Les joueurs de tennis du passé et du présent auront tous leur avis sur les règles que le sport devrait conserver, abandonner ou adopter.
Il semble que certains veuillent que le format en meilleur des cinq manches soit supprimé lors des Grands Chelems, et d’autres réclament la suppression des lets sur les services.
D’autres proposent qu’il n’y ait qu’un seul service au lieu de deux, tandis que certains souhaitent que le coaching sur le court soit abandonné ou, au contraire, renforcé.
Pour certaines personnes, les matchs de tennis durent trop longtemps, et beaucoup ne peuvent consacrer leur temps et leur attention à une rencontre qui s’étend sur plusieurs heures.
Pour les observateurs externes, le rythme entre les échanges et le nombre de changements de côté peuvent sembler déroutants.

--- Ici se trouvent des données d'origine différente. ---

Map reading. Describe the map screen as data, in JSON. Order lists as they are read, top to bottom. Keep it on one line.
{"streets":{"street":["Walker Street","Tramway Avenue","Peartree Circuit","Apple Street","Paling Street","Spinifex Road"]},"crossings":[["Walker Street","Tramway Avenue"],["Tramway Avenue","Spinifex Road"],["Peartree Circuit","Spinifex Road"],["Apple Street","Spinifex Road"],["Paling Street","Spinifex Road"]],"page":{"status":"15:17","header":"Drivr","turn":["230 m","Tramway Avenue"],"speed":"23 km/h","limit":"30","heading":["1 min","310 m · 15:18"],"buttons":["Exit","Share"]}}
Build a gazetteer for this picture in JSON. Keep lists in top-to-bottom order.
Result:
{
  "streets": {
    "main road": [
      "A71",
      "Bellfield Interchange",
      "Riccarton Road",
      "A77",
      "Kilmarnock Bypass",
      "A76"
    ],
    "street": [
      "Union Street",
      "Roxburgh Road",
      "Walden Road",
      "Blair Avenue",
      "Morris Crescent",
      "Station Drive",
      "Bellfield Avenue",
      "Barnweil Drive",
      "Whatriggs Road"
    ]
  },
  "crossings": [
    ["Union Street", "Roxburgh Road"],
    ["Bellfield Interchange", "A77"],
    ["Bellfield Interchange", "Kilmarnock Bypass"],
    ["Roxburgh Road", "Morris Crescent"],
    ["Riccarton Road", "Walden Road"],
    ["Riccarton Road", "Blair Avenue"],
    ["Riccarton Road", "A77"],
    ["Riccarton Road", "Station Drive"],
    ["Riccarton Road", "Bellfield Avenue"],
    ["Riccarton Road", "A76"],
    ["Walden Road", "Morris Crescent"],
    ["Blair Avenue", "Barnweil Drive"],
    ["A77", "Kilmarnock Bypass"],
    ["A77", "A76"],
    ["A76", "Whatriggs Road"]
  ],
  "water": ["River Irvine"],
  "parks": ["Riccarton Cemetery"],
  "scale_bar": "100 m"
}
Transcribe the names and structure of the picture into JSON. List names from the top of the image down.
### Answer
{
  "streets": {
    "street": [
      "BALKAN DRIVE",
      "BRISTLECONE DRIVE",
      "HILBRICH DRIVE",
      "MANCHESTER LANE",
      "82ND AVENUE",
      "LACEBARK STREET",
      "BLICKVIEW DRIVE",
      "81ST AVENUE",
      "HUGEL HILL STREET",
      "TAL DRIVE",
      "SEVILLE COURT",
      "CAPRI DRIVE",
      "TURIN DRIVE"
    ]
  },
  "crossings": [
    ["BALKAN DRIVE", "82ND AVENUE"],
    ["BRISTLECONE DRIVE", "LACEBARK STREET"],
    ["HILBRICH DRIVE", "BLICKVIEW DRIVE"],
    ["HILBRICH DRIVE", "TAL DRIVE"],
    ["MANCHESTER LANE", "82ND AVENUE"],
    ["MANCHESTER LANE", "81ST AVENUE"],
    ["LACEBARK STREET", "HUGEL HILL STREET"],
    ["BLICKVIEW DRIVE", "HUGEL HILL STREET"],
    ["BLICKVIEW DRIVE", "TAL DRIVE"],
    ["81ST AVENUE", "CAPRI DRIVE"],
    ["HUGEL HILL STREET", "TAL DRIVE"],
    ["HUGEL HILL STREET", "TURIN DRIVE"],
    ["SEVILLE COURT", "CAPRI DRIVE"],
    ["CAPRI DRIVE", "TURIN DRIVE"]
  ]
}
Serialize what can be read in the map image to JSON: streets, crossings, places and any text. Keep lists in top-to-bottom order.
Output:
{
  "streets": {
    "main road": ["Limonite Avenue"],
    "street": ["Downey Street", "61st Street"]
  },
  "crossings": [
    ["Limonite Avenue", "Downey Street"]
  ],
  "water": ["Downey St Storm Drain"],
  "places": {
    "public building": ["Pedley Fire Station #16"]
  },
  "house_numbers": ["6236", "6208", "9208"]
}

Mais lorsque le sport devient extrêmement physique, l’intervalle de 90 secondes est, on peut l’affirmer, vital pour préserver les niveaux d’énergie.
Cependant, l’ancien numéro 1 britannique Greg Rusedski a avancé l’idée que, lorsque un jeu est terminé et qu’un joueur change de côté, il ne devrait pas y avoir de pause.
Son argument était que cela pourrait faire resurgir le tennis de service et volley, qui est pratiquement devenu presque inexistant avec l’accélération de la technologie des cordes, des balles devenant plus grandes et le ralentissement des terrains depuis le tournant du millénaire.
Si un joueur est à court d’énergie, il pourrait être amené à adopter une approche plus tactique et cela pourrait conduire à plus de variété, selon l’entraîneur de Giovanni Mpetshi Perricard.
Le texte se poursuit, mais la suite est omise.